Comfortably settled, we looked over an interesting and imaginative menu, deciding to start with salads. I had the arugula with poached pears while my partner went for the “Deconstructed Caesar Salad.”
But before those courses, we got the best complimentary plate or amuse-bouche that we have ever had. Two small pieces of cheese–a gouda and an Irish porter—olives, thin slices of bread with herbes, dried cranberries and apricots and walnuts. We had never had the Irish porter and my partner was enchanted with it.
The “deconstructed” Caesar included a quail egg eggs and two anchovie slices, which also delighted him. The arugula with poached pears came in a honey lemon vinaigrette which complemented the very fresh greens.
The menu changes every day and one of the night’s specials was a walnut crusted cod nestled on a bed of green beans and risotto and topped with a cranberry apple compote. It was a beautiful dish that tasted as good as it looked.
I elected to go with two small plates for an entrée –a smoked salmon napoleon with goat cheese, red onion, cucumber and caper dressing and a “French pizza” which turned out to be puff pastry topped with olives, carmelized onions and anchovies.
Both were really great dishes and I found out later that though there are new dishes every day, created by Nunn, her husband or chef John Keyser, the salmon napoleon is a mainstay. “When we take it off the menu, there are too many complaints.”
I also found out the origin of the chef’s complimentary plate. “We have a small kitchen and we were getting so many requests for bread refills, it was tying up the ovens,” Nunn said. “We thought this would stave off all those bread refill requests.” Her husband, it turns out, is the bread baker in the family.
Picnic is pricey because, Nunn explained, she spends far more on food than most other restaurants. For example, she gets morels flown in from Oregon and buys soft shell crabs as soon as they come on the market. Her accountant, working in the corner, was nodding in agreement. “She wishes I’d spend less,” Nunn said.
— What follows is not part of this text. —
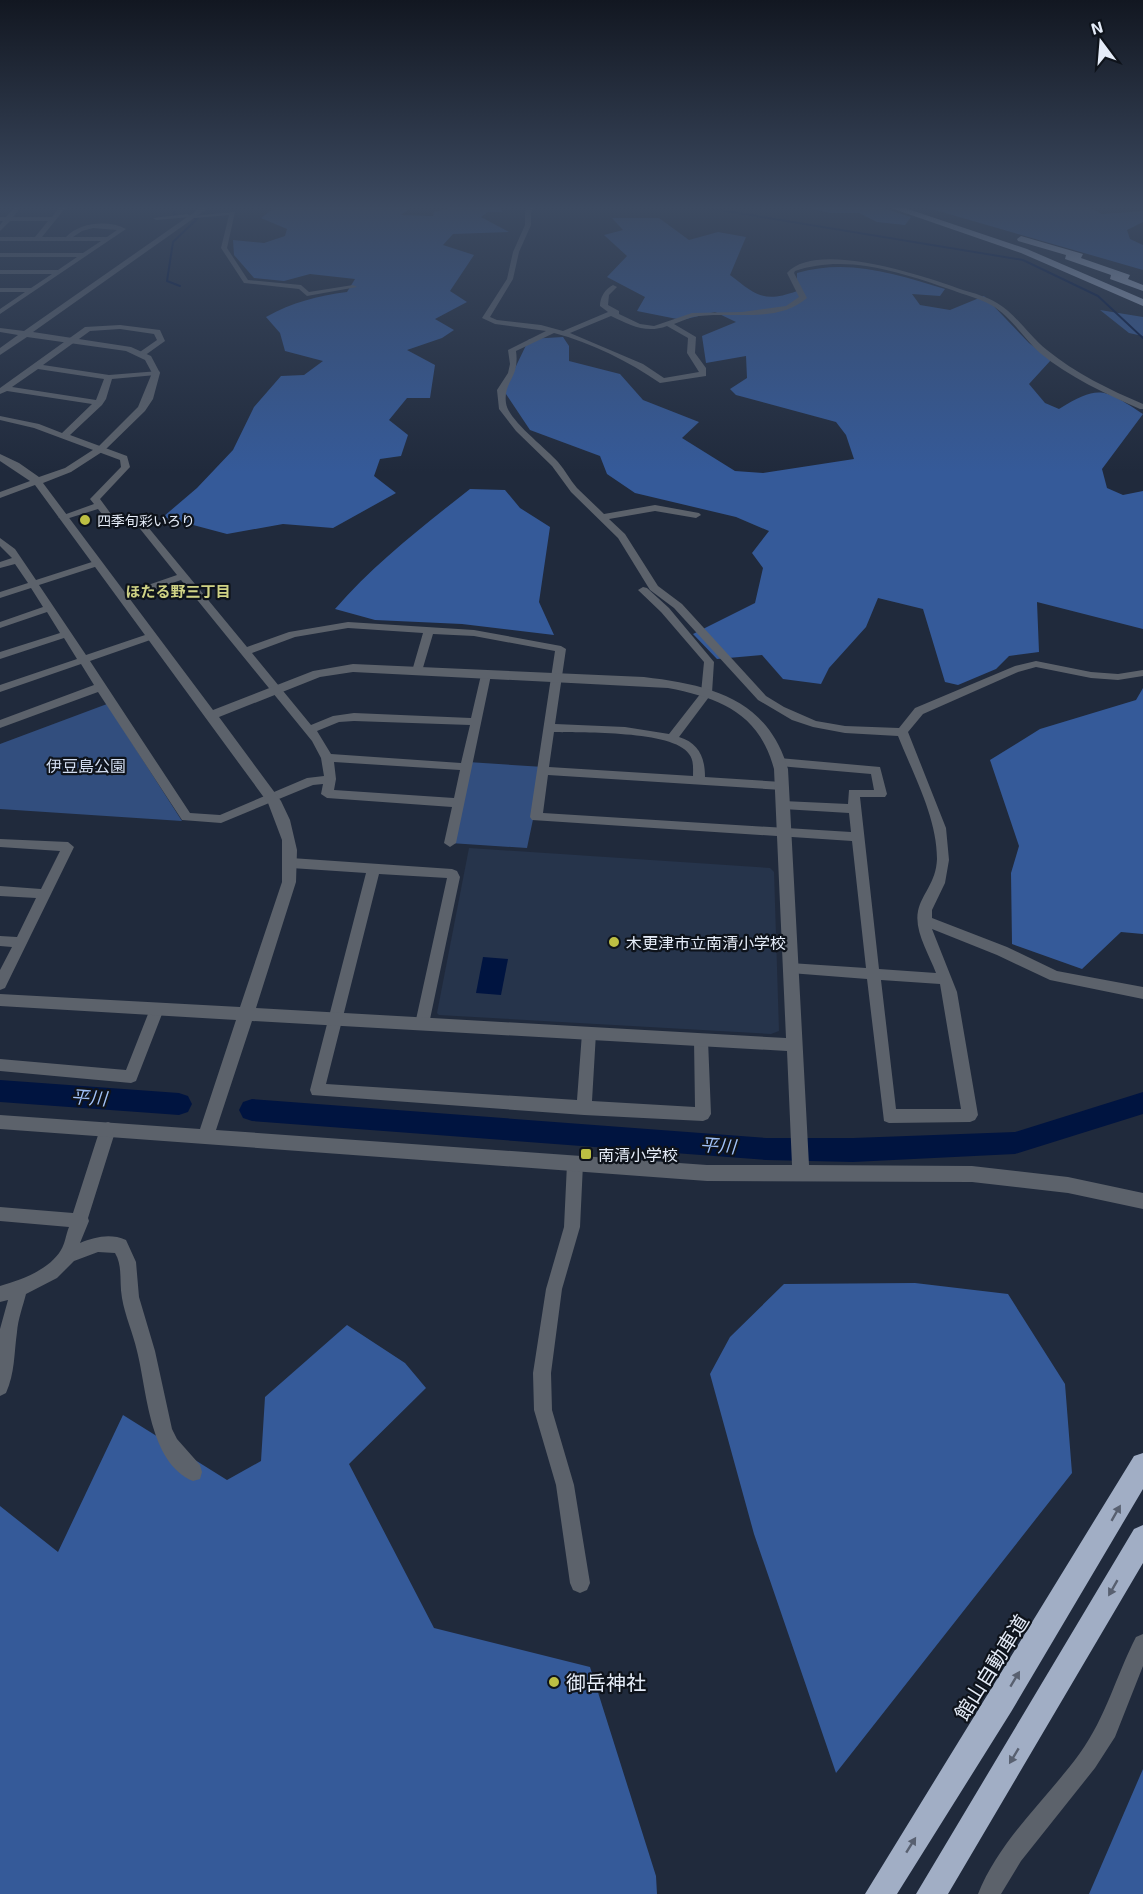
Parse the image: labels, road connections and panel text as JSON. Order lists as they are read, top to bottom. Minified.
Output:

And though her prices are high for this area, she points out they are half what they would be for the same dishes in Manhattan’s high end restaurants. And I found them just as good.
Nunn said the name “Picnic” just popped into her head when she launched her catering business, but this Picnic is best suited to diners who like a bit of an adventure and are intrigued by dishes such as “First of the season ramps and morels with sherry cream sauce and baguette.”
Since Nunn says you have to reserve a month ahead if you want a table for four or more on a Saturday night, we guess there are a lot of adventurous diners in this part of Bergen County.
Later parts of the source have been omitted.